## Work to be completed
Take every line containing "white" out of the records.

## Supplied information
____________

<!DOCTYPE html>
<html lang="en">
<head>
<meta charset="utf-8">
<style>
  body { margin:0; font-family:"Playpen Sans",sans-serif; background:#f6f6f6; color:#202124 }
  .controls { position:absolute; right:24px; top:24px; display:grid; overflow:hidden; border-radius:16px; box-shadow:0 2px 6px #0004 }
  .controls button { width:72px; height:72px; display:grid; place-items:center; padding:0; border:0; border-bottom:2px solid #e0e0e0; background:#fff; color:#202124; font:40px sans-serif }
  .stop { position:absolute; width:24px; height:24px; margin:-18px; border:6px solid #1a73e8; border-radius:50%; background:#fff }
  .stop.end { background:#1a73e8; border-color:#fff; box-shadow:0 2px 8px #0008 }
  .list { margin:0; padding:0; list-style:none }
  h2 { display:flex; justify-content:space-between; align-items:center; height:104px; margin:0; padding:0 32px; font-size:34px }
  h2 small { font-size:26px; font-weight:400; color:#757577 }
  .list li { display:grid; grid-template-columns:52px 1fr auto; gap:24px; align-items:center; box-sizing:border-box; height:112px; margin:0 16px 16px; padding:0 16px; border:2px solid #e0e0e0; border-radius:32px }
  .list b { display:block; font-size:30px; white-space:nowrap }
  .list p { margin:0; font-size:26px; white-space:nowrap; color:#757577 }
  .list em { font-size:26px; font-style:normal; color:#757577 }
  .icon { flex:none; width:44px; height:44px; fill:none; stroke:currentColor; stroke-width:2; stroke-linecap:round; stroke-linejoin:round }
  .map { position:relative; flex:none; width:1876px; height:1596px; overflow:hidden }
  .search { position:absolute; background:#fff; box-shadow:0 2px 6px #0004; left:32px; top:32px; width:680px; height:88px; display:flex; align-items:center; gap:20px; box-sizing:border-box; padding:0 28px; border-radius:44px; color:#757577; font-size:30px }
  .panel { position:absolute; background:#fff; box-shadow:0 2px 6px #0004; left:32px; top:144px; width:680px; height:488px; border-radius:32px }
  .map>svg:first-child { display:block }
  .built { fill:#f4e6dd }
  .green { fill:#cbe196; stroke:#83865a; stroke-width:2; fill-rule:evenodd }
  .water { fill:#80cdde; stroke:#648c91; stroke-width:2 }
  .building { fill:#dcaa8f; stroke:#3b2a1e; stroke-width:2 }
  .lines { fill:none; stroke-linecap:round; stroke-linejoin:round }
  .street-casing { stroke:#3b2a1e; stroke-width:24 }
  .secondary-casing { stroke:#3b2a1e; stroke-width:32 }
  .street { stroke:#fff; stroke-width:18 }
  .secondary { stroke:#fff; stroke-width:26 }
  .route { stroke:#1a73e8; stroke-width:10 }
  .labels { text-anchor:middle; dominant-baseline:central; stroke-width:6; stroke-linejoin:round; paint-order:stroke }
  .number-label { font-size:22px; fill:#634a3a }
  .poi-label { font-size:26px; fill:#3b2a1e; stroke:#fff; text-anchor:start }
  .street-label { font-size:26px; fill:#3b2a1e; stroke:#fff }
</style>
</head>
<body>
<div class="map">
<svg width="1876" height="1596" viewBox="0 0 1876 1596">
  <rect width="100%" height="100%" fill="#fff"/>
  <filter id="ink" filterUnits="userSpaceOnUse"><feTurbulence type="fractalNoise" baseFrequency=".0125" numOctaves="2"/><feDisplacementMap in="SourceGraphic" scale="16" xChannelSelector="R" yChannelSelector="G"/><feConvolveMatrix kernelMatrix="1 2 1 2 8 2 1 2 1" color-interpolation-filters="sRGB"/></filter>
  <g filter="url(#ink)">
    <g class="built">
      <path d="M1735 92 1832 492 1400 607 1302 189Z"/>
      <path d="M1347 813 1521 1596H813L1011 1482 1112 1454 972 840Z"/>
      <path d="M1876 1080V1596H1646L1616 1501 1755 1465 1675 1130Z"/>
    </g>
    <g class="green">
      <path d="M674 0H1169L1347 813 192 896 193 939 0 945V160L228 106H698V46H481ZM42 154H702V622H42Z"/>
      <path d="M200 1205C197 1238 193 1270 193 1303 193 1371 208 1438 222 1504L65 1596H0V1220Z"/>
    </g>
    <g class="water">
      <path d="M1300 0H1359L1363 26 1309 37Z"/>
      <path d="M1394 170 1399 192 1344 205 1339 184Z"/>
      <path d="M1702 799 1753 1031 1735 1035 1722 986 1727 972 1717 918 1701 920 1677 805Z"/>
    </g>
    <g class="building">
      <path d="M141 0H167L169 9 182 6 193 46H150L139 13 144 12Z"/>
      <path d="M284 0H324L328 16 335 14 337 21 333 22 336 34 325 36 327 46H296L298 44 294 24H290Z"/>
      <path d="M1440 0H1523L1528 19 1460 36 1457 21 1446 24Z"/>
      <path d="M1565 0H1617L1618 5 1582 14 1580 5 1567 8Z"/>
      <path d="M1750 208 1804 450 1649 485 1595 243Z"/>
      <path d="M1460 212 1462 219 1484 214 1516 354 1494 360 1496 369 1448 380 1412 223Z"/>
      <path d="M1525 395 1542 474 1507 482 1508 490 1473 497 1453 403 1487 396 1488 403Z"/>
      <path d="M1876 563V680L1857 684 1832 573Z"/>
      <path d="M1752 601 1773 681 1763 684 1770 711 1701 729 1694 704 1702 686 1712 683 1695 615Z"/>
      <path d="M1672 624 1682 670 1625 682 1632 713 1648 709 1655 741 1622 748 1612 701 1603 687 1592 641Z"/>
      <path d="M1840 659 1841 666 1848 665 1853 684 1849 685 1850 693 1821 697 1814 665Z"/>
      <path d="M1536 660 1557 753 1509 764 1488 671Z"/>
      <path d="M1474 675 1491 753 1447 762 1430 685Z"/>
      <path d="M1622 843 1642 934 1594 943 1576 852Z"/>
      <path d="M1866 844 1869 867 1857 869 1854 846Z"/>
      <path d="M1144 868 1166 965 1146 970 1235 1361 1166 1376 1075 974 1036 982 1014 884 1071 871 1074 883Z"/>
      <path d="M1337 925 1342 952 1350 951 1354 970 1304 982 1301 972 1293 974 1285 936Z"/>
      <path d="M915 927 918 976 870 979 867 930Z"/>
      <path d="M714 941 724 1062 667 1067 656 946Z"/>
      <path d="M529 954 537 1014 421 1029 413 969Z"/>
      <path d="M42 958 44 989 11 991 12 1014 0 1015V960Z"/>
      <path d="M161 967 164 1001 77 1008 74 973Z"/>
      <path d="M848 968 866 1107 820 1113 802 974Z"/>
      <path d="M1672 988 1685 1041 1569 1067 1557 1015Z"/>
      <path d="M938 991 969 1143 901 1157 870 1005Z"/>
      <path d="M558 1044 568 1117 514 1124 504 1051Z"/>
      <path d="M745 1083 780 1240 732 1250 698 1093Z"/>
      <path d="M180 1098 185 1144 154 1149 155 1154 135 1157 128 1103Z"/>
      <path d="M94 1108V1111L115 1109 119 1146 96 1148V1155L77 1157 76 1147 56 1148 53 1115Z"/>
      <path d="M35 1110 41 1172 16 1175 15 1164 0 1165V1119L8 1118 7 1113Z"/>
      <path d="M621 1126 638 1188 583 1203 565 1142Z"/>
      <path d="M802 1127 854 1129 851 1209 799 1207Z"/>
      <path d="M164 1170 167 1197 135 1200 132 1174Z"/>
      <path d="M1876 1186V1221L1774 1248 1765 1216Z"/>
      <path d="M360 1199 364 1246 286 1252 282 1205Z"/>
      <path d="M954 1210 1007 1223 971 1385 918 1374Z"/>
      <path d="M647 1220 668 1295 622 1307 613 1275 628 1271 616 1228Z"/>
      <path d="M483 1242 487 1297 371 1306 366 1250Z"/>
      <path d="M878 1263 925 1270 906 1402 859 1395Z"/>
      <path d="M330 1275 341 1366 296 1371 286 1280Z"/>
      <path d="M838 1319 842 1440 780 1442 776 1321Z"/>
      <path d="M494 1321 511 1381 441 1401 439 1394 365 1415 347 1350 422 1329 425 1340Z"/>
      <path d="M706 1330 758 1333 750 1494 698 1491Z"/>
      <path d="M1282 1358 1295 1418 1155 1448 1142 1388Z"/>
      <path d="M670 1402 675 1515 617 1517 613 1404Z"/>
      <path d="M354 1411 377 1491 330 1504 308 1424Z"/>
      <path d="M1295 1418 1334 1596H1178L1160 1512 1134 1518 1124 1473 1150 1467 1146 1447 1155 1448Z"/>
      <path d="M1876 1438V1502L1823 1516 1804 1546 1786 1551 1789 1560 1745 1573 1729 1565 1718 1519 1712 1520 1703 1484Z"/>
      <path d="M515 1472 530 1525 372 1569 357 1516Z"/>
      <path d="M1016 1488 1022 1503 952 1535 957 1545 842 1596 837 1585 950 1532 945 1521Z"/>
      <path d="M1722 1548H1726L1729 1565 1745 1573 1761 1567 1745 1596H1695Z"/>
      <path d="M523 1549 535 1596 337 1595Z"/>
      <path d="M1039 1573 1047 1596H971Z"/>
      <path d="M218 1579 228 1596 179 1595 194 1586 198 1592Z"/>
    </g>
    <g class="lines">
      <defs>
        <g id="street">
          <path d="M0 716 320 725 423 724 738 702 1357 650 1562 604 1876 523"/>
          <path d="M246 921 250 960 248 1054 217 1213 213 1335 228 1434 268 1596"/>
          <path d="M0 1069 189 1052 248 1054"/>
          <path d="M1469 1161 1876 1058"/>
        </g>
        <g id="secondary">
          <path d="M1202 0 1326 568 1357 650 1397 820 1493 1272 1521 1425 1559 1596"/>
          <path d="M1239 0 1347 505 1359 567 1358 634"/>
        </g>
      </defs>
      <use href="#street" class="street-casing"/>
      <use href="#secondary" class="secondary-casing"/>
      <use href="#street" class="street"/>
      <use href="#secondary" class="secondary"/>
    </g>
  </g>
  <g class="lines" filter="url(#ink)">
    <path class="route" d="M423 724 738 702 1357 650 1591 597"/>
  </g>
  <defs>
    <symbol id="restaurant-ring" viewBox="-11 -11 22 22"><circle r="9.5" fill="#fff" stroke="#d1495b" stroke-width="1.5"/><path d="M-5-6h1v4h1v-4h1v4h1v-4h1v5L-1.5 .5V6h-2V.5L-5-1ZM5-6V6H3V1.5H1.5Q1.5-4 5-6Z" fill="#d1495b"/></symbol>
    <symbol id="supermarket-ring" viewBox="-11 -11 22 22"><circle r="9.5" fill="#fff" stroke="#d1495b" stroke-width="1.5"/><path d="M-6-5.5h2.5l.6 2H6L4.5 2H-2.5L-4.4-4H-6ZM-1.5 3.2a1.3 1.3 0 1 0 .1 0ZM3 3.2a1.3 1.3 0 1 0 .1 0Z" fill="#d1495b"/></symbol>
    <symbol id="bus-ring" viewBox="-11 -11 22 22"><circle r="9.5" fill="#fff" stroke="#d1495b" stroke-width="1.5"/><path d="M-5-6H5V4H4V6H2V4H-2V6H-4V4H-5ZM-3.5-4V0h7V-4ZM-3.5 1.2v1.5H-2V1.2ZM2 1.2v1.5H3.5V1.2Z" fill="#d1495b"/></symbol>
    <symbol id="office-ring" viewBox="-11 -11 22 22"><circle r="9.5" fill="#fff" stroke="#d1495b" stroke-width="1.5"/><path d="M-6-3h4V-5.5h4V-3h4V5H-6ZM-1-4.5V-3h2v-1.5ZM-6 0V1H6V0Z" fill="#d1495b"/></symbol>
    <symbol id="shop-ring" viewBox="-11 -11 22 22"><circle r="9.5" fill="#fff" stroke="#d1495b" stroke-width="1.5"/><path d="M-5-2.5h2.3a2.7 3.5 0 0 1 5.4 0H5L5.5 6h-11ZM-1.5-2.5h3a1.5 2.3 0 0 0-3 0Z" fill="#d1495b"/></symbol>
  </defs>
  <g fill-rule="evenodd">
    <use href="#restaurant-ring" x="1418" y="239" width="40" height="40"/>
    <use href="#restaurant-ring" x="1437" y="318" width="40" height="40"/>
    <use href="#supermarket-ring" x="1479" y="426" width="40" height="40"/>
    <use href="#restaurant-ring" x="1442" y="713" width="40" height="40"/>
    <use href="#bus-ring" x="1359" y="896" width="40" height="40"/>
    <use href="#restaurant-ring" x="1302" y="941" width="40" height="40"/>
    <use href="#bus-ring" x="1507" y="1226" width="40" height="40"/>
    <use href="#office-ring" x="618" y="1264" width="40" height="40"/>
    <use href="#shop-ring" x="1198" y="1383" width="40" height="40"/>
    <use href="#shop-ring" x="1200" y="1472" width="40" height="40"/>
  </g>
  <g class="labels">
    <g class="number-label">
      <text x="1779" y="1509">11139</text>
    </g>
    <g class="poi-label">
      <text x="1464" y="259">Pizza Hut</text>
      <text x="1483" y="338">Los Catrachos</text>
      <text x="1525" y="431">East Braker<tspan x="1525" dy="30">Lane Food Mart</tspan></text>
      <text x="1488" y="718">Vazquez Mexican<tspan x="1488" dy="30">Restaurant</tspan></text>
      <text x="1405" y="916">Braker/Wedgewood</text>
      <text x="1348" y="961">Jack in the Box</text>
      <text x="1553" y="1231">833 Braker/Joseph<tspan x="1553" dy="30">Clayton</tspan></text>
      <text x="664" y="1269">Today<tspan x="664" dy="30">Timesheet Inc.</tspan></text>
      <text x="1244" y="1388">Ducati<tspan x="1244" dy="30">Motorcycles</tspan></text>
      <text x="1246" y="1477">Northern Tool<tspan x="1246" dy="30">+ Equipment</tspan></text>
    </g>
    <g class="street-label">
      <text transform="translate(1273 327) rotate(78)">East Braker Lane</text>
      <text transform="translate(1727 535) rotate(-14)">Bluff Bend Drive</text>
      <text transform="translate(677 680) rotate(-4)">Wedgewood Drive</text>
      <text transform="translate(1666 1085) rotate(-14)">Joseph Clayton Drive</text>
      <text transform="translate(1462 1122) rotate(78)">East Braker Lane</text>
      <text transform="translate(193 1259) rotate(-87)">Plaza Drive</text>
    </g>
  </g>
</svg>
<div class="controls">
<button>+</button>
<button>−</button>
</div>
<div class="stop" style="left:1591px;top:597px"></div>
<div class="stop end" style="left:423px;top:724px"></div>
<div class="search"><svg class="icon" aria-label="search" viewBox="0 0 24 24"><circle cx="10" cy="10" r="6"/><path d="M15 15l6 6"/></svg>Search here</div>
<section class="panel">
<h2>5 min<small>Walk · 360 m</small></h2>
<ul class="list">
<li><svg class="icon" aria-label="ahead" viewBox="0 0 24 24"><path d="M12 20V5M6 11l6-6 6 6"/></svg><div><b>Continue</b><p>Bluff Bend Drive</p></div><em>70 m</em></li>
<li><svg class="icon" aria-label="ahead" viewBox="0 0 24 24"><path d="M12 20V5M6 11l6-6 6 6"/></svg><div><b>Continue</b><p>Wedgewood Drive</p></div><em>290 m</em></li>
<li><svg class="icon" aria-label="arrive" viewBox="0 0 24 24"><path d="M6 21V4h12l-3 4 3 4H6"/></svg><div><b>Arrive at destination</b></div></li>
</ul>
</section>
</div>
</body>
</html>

____________

## Response to the exercise
  .list b { display:block; font-size:30px; white-space:nowrap }
  .list p { margin:0; font-size:26px; white-space:nowrap; color:#757577 }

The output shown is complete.